The site is now ready for evaluation of axle information using actual trains.

The “RT” column in the train directory list will show 0 or 1 for the route.

If “RT” displays “U”, it means no route indication was received.

If “RT” displays “M”, it means multiple/both route indicators received input.

                                     APU102



MAIN STREET             MP: 0000.7   Station 00700   Reader 1


SEQ   DATE      TIME  RPT  LEAD ENG  DIR RT MPH  AXLES  CARS  TAGS  LEN(FT)

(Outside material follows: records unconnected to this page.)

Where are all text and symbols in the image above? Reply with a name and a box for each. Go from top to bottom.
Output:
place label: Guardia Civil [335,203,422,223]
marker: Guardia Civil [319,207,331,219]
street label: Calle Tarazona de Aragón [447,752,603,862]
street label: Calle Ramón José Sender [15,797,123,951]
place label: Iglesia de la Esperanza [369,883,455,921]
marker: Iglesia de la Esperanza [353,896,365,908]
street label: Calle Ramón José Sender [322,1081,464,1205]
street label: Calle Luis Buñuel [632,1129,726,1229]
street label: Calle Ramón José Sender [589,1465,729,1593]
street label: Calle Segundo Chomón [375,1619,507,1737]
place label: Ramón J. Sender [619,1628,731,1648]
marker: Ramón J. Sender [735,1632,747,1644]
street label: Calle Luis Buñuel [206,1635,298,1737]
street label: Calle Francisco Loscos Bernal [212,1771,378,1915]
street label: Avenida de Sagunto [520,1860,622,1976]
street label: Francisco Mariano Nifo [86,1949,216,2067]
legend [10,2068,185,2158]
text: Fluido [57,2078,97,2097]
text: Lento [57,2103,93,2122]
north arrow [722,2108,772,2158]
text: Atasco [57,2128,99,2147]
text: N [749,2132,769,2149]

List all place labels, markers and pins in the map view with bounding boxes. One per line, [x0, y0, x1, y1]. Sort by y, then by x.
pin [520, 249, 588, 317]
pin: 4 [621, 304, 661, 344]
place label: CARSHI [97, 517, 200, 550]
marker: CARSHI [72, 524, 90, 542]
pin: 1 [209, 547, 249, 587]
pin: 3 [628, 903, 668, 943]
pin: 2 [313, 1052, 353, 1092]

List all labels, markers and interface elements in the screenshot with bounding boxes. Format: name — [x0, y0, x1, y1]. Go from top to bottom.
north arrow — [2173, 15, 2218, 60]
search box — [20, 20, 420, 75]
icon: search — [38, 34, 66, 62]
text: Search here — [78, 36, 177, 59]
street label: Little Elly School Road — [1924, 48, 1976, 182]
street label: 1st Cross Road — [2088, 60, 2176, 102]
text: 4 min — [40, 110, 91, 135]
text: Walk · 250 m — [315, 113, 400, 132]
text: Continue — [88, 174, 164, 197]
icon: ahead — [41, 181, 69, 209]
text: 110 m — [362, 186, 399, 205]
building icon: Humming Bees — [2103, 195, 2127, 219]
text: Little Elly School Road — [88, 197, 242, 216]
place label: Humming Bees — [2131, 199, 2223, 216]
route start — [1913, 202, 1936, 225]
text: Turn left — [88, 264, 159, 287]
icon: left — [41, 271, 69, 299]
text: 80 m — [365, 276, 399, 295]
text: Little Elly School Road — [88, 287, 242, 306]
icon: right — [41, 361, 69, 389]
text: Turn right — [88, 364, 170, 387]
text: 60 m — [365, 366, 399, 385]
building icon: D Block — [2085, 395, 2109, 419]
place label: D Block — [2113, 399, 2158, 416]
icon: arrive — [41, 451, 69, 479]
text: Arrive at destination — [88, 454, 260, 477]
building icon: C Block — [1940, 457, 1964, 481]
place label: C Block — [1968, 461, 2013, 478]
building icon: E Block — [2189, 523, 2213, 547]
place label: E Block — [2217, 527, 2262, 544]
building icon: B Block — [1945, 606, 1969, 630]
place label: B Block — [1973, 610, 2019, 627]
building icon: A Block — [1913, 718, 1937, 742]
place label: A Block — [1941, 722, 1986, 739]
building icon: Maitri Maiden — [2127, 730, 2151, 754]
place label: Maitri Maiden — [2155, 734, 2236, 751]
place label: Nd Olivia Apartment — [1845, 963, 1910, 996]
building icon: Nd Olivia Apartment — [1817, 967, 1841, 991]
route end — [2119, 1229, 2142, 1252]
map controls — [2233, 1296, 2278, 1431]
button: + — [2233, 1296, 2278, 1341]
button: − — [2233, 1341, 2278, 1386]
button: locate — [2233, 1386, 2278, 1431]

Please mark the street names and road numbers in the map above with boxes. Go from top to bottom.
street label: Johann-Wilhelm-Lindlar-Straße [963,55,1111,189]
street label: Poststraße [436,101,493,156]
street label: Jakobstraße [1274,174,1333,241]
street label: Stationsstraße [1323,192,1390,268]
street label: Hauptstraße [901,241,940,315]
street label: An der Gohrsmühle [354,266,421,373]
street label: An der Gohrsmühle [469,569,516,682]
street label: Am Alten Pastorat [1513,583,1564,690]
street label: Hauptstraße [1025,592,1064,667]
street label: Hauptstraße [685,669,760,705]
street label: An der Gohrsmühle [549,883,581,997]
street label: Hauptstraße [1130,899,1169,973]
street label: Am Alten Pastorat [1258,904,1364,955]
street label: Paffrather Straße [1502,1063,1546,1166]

2775  03-21-19  11:21  Y  COMT  3830  E  1  010  0032   0008  0008   00669

2774  03-21-19  04:12  Y  COMT  3935  W  1  009  0184   0046  0046   02897

2773  03-21-19  02:54  Y  COMT  1213  W  1  009  0012   0003  0003   00200

2772  03-21-19  02:00  Y  COMT  1213  E  1  007  0012   0003  0003   00212

2771  03-21-19  00:08  Y  COMT  3931  E  1  010  0180   0045  0045   02952

2770  03-20-19  19:48  Y  COMT  3852  W  0  010  0104   0026  0026   01586

2769  03-20-19  17:37  Y  COMT  3935  W  1  009  0100   0025  0025   01500

2768  03-20-19  16:15  Y  COMT  3931  E  1  010  0012   0003  0003   00179

2767  03-20-19  15:51  Y  COMT  3852  E  0  009  0080   0020  0020   01241

2766  03-20-19  15:38  Y  COMT  3935  W  1  009  0012   0003  0003   00167

2765  03-20-19  12:18  Y  COMT  3931  E  1  010  0268   0067  0067   04753

2764  03-20-19  05:54  Y  COMT  1205  W  1  009  0028   0007  0007   00425

2763  03-20-19  03:49  Y  COMT  3935  W  1  010  0088   0022  0021   01283

2762  03-20-19  03:34  Y  COMT  1205  E  1  010  0020   0005  0005   00324

2761  03-20-19  00:17  Y  COMT  3931  E  1  011  0192   0048  0048   03227

Figure 3: Train Directory

Housekeeping

If VIO.CFG or parameters were changed, perform the parameter backup (BP) and update the mirror image (IBACKUP)

Correct any site deficiencies (presence, RFID, communications, etc.)